Monday, 6 April 2009

1199 Great War Spring Offensive

The last remains of summer ended this morning and it has remained a grey cold day, an appropriate mood for the next two DVD episodes of the Great War. These featured the position of the warring nations as the third winter approached in 1916. For the first time there was talk of negotiating a peace. Foremost was the position of the Russian people where the estimated losses were over four million dead or injured and another two million taken prisoner. There was little patriotism and considerable unrest at home which was suppressed by the traditional ruthless methods of the Tsar and the Russian aristocracy.

It is also estimated that one in twenty five of the French nation had been killed, wounded or was missing and everywhere there were women wearing black. 17 year olds were being conscripted into the front line. In England the names and photos of 15000 dead officers were presented in the pages of the London Times, and although there were some calls for an honourable settlement the majority were for pressing on for outright victory. This led to Lloyd George taking over with his concept that victory was only possible if everyone participated and made great effort as well as sacrifice. There had been two terrible blows to morale in addition to the failure to penetrate German defences on the Western front. The first was the consistent loss of shipping to the submarine which was being built larger and stronger and where only a quarter of the new vessels destroyed, thus increasing the fleet by fifty percent. Thus contrasted to the building of new ships in the UK where the increase was only one third of losses.

Then the worst development of all, the German Navy came out of its protected safe harbours and took on the British fleet which had not suffered a battle loss over four centuries, but now faced major losses before the German returned to port. Although the German Fleet had retreated, what happened felt like a defeat in Britain.

For the central European axis, it was the Austrians, who had initiated the conflict, that suffered temporary defeats by the Russians, and where commitment among the mixed races of the Austrian Hungarian empire varied, and the death of Franz Joseph undermined the position of Germany who had broadly held their positions on the Western front, and with Winter approaching had created a second major defensive position designed to withstand any new allied offensive. The American President and the Pope called upon the belligerents to state their terms for peace.

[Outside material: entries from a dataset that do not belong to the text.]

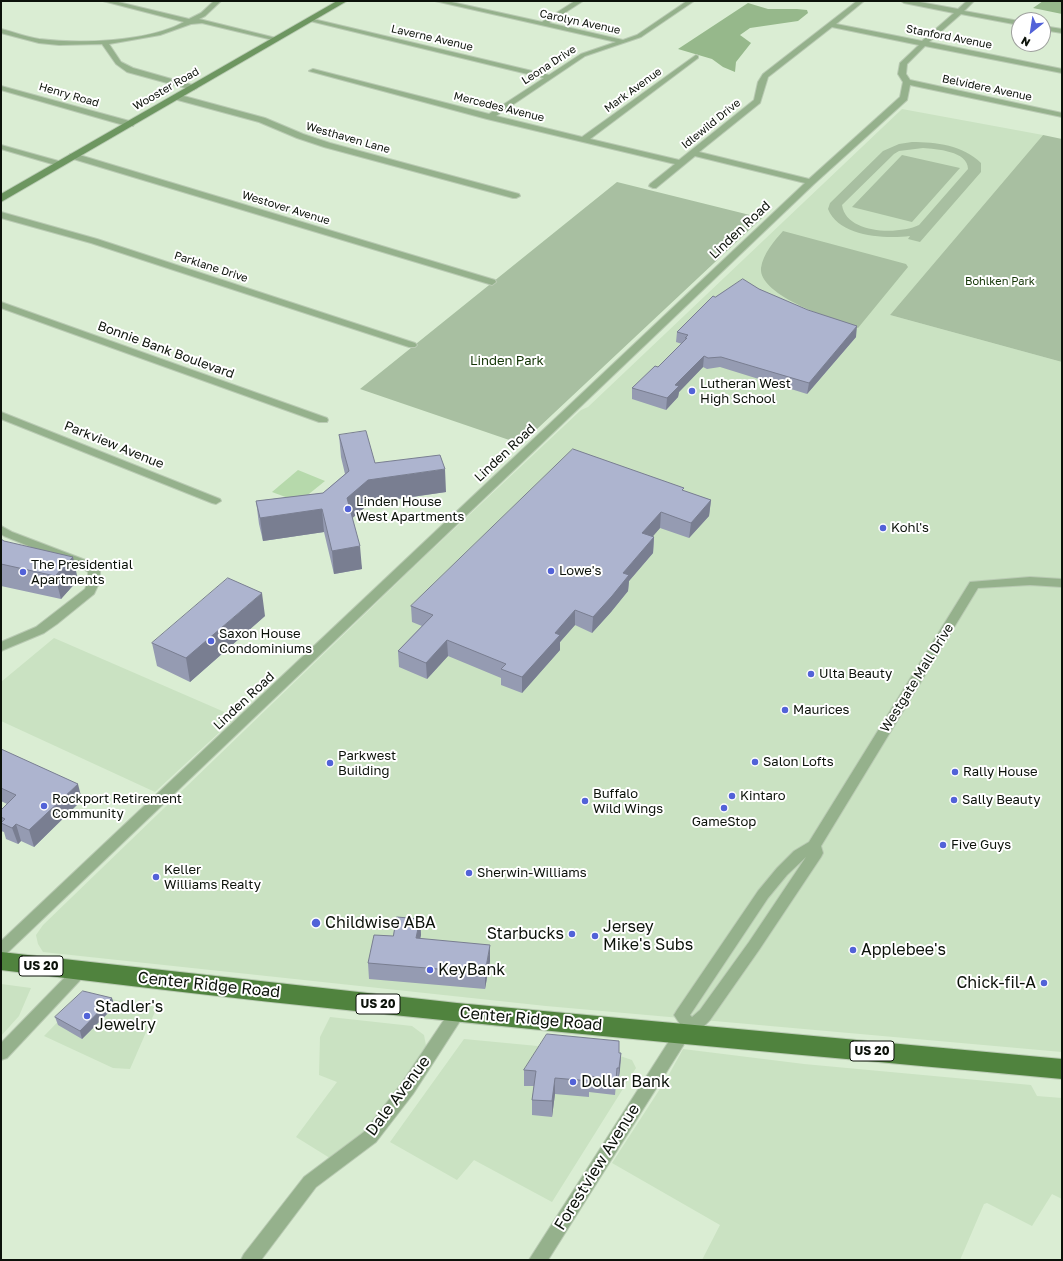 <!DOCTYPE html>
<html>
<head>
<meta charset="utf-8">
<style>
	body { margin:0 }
	#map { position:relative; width:1063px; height:1261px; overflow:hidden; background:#daedd3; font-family:"Golos Text",sans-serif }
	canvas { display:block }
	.frame { position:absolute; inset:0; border:2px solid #0c120a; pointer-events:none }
	.north { position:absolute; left:1011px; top:12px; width:40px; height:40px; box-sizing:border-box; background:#fff; border:1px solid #9ea09d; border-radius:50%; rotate:210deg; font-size:11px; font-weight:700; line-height:16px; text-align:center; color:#0c120a }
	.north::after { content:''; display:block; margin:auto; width:14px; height:18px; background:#5262d8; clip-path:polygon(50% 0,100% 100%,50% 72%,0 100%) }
</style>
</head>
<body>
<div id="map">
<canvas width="1063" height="1261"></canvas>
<div class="frame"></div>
<div class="north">N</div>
</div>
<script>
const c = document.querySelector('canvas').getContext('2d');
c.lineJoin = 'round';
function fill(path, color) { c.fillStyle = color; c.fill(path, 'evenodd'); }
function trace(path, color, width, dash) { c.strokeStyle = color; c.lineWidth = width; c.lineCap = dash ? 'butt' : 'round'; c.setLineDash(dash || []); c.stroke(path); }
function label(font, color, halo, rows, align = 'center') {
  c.font = font + ' "Golos Text",sans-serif'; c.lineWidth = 4; c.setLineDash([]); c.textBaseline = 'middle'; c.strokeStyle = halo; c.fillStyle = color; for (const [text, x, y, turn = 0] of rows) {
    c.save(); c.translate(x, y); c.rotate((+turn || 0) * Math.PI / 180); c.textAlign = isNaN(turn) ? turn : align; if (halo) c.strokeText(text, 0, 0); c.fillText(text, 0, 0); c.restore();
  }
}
fill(new Path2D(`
	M902,109L1043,135L890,315L1062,362V1052L546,1006L43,952L38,944L36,935L43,925L419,562L581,410L588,407Z
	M54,638L236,717L155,792L1,721V682Z
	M1,984L31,988L19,1016L1,1036Z
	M93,996L157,1007L130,1069L113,1068L44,1036L82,997Z
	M330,1017L412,1026L424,1035L427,1051L376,1121L356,1142L333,1160L296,1137L337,1082L319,1075L320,1037Z
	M464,1039L611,1053L632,1060L636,1068L552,1202L474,1160L457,1180L390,1142Z
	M683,1049L804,1064L1031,1085L1037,1096L1062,1098V1199L1052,1194L1032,1226L987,1203L984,1204L960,1260H702L720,1225L612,1163L667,1078Z`), '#cae2c2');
fill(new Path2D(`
	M1043,135L1062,139V362L890,315Z
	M912,142C936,142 963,145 981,163V172L920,242L908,239L910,236C885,239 839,237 828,209L830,203L883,151L899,144ZM923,148C936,149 968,151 968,169L919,225C898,235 846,234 842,205L894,154L899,151Z
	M902,155L960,168L912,222L852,207Z
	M617,182L762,218L521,444L360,389Z
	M783,231L906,264L908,267L858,328C837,321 758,296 761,268C763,254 774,241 783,231Z`), '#a8bfa1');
fill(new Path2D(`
	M1043,1H1062V14L1033,8Z
	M748,3L768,9H797L807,10L808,13L798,21L750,28L740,35L751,43L736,62L735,72L723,67L712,59L678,49Z`), '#96b88b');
fill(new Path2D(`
	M298,470L325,481L299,502L272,492Z`), '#b6d9ab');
const minor = new Path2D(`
	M103,1H114L189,19L201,13L214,1H221L205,16L199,19L280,39L277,41L202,23L191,24L160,35L109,44L121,62L133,68L196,86L197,88L193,90L127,72L116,64L102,44L59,45L39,43L1,33V29C14,32 26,37 39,39C80,44 148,42 184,22Z
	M435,1H447L542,22L575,1H583L549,23L623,40L637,35L687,1H694L641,37L585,56L496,116L582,137L696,55L698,56V58L590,139L679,160L754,100L758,82L763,74L857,1H864L836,24L922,41L954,13L904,3L901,1H914L958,9L967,1H974L964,11L1019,21V25L961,14L929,42L1062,69V73L925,46L907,64L906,74L910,80L1062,113V117L910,85L907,100L814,184L6,954L1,956V941L805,183L695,156L656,188H653L649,186L650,184L675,164L487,119L309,71L313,69L489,114L544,78L306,20L309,18L549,75L581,54L616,42ZM832,27L919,45L900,63L898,74L903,82L900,97L809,179L699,152L760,103L768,77Z
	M1043,26L1062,29V33L1043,30Z
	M1,86L133,122L134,124L133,126H127L1,90Z
	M174,95H180L265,118L303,134L330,143L519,194L520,196L516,198H513L324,147L297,138L259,122L174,99Z
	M1,145L62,162L63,164L59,166L1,149Z
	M70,154H76L495,280L496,282L492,285L489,284L70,158Z
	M1,212L97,239L415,343L417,345L415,347H409L91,243L1,218Z
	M1,302L327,418L328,420L327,422H319L1,308Z
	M1,412L220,499L221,501L216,504L212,503L1,419Z
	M1,526L12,532L88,561L100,571V581L94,594L57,624L44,633L1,651V642L36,627L85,589L88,581V572L80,567L4,536L1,534Z
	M1030,577L1062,579V587L1030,585L978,588L821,846L823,853L821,857L759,950L710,1020L703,1027L693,1030L548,1260H529L680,1024L674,1015L677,1010L758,891L777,868L794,851L809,842L970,582ZM806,857L749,942L700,1010L692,1017L690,1015L768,898L787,875Z
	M80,965L85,967L87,971L85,975L7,1058L1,1060V1043L75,967Z
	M457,1007L462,1008L465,1013L462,1018L413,1094L376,1142L316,1187L261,1260H241L244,1254L304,1177L364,1132L401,1084L452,1008Z`);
const secondary = new Path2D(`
	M337,1H347L1,202V194Z`);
const primary = new Path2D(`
	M1,952L457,1003L1062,1059V1079C708,1046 354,1015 1,970Z`);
trace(minor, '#b9cab3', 2);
trace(secondary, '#b9cab3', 2);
trace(primary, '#b9cab3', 2);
fill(minor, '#95b18c');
fill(secondary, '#6d9660');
fill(primary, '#50833e');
fill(new Path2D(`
	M759,289L856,337L807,394L720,367L707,369L703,367L679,392L678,397L666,410L632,399V388L658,367L682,344L676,342L677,332L715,297Z
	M339,435L375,463L446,492L370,503L352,518L362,569L334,574L324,532L263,541L259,524L256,501L323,493L345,474L341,457Z
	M684,491L711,500L709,516L689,538L660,528L652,537H654L653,553L629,581L628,591L611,612L592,633L575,625L560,642V650L522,693L501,685V678L448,656L427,679L399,667L398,651L422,626L412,622L411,606Z
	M1,539L4,541L78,580L61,599L1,586Z
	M265,616L190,682L157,666L152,643Z
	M1,749L82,800L34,847L21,841L18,844L6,839L4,832L1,831V810L7,804L1,801Z
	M420,919L421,935L420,938L490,961L485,989L369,979L368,963L393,936Z
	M115,1006L82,1039L58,1025L55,1017Z
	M619,1053H621L620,1069L618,1084H616L615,1095L589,1092V1097L555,1094L552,1117L532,1115V1100L534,1086H524V1070Z`), '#959bb2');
fill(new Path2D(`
	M857,326L856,337L807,394L809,383Z
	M704,356L703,367L679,392L678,397L666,410L667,398L675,385Z
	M445,469L446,492L370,503L349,521L347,498L368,480Z
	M711,500L709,516L689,538L691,523Z
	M322,509L324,532L263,541L260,518Z
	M661,512L660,528L642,549V533Z
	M654,537L653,553L629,581L628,591L611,612L592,633L593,617L623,573Z
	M360,546L362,569L334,574L332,551Z
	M73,557L78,580L61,599L55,576Z
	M262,593L265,616L190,682L186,658Z
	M575,610V625L560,642V650L522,693V677L555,633Z
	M447,640L448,656L427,679L426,663Z
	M78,784L82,800L34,847L29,830Z
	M16,824L21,841L18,844L12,828Z
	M420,919L421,935L417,954L416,938Z
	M490,945V961L485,989V973Z
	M112,998L115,1006L82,1039L80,1031Z
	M621,1053L620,1069L618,1084L619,1068Z
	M555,1078V1094L552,1117V1101Z`), '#797e91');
const building = new Path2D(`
	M743,279L759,289L808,310L857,326L809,383L721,357L708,358L704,356L675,385L679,386L667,398L632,388L655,366L658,367L687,338H685L688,335L677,332L713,296L715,297Z
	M366,431L375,463L440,455L445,469L368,480L347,498L360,546L332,551L322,509L260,518L256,501L323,493L349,471L339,435Z
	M573,449L684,488L682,490L711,500L691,523L661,512L642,533L654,537L623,573L629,575L612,596L593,617L575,610L555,633L560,635L522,677L501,669L506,664L447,640L426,663L398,651L433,615L411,606Z
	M1,539L4,541L73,557L55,576L1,564Z
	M228,578L262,593L186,658L152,643Z
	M1,749L78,784L29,830L16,824L12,828L1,823L5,819L1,817V810L16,795L1,788Z
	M397,917L420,919L416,938L490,945L485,973L368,963L374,935L393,936Z
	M83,991L112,998L80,1031L55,1017Z
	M547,1034L619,1041V1053H621L619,1068H617L616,1080L590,1076V1081L555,1078L552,1101L532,1100L536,1071L524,1070Z`);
fill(building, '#adb4cf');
trace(building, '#797e91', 1);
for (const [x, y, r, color] of [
	[692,391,4,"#5262d8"],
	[348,509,4,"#5262d8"],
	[883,528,4,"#5262d8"],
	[551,571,4,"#5262d8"],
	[23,572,4,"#5262d8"],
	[211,641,4,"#5262d8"],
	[811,674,4,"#5262d8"],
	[785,710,4,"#5262d8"],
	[755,762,4,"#5262d8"],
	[330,763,4,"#5262d8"],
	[955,772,4,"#5262d8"],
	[732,796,4,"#5262d8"],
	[954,800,4,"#5262d8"],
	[585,801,4,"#5262d8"],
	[44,806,4,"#5262d8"],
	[724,808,4,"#5262d8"],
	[943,845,4,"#5262d8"],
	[469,873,4,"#5262d8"],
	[156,877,4,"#5262d8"],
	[316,923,5,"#5262d8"],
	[572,934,4,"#5262d8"],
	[595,936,4,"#5262d8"],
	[853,950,4,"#5262d8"],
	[430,970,4,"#5262d8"],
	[1044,983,4,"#5262d8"],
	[87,1016,4,"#5262d8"],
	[573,1082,4,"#5262d8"]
]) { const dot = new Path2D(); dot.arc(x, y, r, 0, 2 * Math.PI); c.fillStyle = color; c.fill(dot); trace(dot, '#fff', 1.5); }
label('11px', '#0c120a', '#fff', [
	["Carolyn Avenue",580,22,12],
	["Stanford Avenue",949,37,11],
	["Laverne Avenue",432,38,13],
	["Leona Drive",549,65,-33],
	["Belvidere Avenue",987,88,12],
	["Wooster Road",166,89,-30],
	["Mark Avenue",633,90,-36],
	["Henry Road",69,95,16],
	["Mercedes Avenue",499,107,14],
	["Idlewild Drive",711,124,-39],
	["Westhaven Lane",348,138,16],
	["Westover Avenue",286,208,17],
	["Parklane Drive",211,267,18]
]);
label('11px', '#143506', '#fff', [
	["Bohlken Park",1000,282]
]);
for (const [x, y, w] of [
	[41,966,44],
	[378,1004,44],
	[872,1051,44]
]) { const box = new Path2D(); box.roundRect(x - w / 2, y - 10, w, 20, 3); c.fillStyle = '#fff'; c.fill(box); trace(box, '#0c120a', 1); }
label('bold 12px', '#0c120a', null, [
	["US 20",41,966],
	["US 20",378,1004],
	["US 20",872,1051]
]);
label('13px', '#0c120a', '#fff', [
	["Linden Road",740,230,-43],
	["Bonnie Bank Boulevard",166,350,20],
	["Parkview Avenue",114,445,22],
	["Linden Road",505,453,-43],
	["Westgate Mall Drive",917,678,-58],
	["Linden Road",244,701,-43]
]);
label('13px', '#143506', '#fff', [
	["Linden Park",507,361]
]);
label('13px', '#0c120a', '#fff', [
	["Lutheran West",700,384],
	["High School",700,399],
	["Linden House",356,502],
	["West Apartments",356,517],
	["Kohl's",891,528],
	["The Presidential",31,565],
	["Apartments",31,580],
	["Lowe's",559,571],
	["Saxon House",219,634],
	["Condominiums",219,649],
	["Ulta Beauty",819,674],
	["Maurices",793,710],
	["Parkwest",338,756],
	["Building",338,771],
	["Salon Lofts",763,762],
	["Rally House",963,772],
	["Buffalo",593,794],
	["Wild Wings",593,809],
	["Kintaro",740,796],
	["Rockport Retirement",52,799],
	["Community",52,814],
	["Sally Beauty",962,800],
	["GameStop",724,822,"center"],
	["Five Guys",951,845],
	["Keller",164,870],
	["Williams Realty",164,885],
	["Sherwin-Williams",477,873]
], 'left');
label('16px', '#0c120a', '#fff', [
	["Childwise ABA",325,923],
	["Jersey",603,927],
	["Mike's Subs",603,945],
	["Starbucks",564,934,"right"],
	["Applebee's",861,950],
	["KeyBank",438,970],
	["Chick-fil-A",1036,983,"right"],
	["Stadler's",95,1007],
	["Jewelry",95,1025],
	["Dollar Bank",581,1082]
], 'left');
label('16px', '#0c120a', '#fff', [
	["Center Ridge Road",209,985,6],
	["Center Ridge Road",531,1019,5],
	["Dale Avenue",398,1096,-53],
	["Forestview Avenue",597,1167,-58]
]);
</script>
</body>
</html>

However in France and in Germany as in the Britain new leaders were of no mind to compromise especially when Germany announced unrestricted submarine warfare making no distinction about the nationality of any vessels supplying the allies. This alienated American public opinion into moving away from neutrality towards supporting the allies. The German command also decided to move the Western front back to the newly created defensive position. In France the command also went back to its original 1914 strategy of launching an all out early spring offensive in 1917 to smash through the German lines, in a situation where the blockade was having its accumulated effect on the condition and moral of the German people. In the British Empire the creation of an even larger fighting force was underway, after Lord Kitchener of Khartoum was lost at sea on his way to a meeting in Russia, and the only reason the British PM was not involved was his need to be in Ireland where a revolt was ruthlessly put down in an attempt to re-establish stability. The force required the conscription of single men and then married men, and these preparations were matched by a drive to increase productivity in the mines, in shipping and in war materials. To reduce the need for more tonnage every piece of garden and land was converted to the production of food. The biggest problem was the strengthening of the depleted army where although several million men were available to be called up, the majority were required in reserved occupations, especially the coal mines where whole labour forces such as the Durham miners had previously enlisted.

It was in Russia that they main problem lay and as a consequence of revolution the Tsar abdicated, so that Russian troops which had come by sea via Marseilles to join the Western front took a vote to decide if they would join the offensive. It is estimated that 14 million men formed up along the various fronts of the allied offensive against some 9 million of the German Austrian axis. Thus the seen was set for what was to be another year of carnage without resolution.

To compare individual troubles and feelings against these statistics and the individual suffering with the misery of loss, deprivations of food shortage and everything else shortage, and the hardship of long hours of unsatisfying work, would be a perverse, and yet I have known aspects of such feelings and experience in my life, and which makes the reality of the Great War that much more difficult to bear, especially as I lack the ability to create reminders and warnings which will be value to others. I am disturbed by the experience as I have been about other matters and this has led top restlessness and a lack of sleep so after staying up until two am and trying to sleep I got up, made myself a milky coffee, narrowly won some games of stage two computer chess and write hoping to become tired and achieve a few hours of sleep sufficient to undertaken some good work tomorrow.

Earlier I watched Newcastle on Satanta push the manager of Spurs closer to the changing room door and also rejoiced at being able to do so out of the cold night air and what was not a memorable game of football although there were good goals, and the array of new players suggests this could be a good season. But the overwhelming feeling is of harsh winter of much discontent.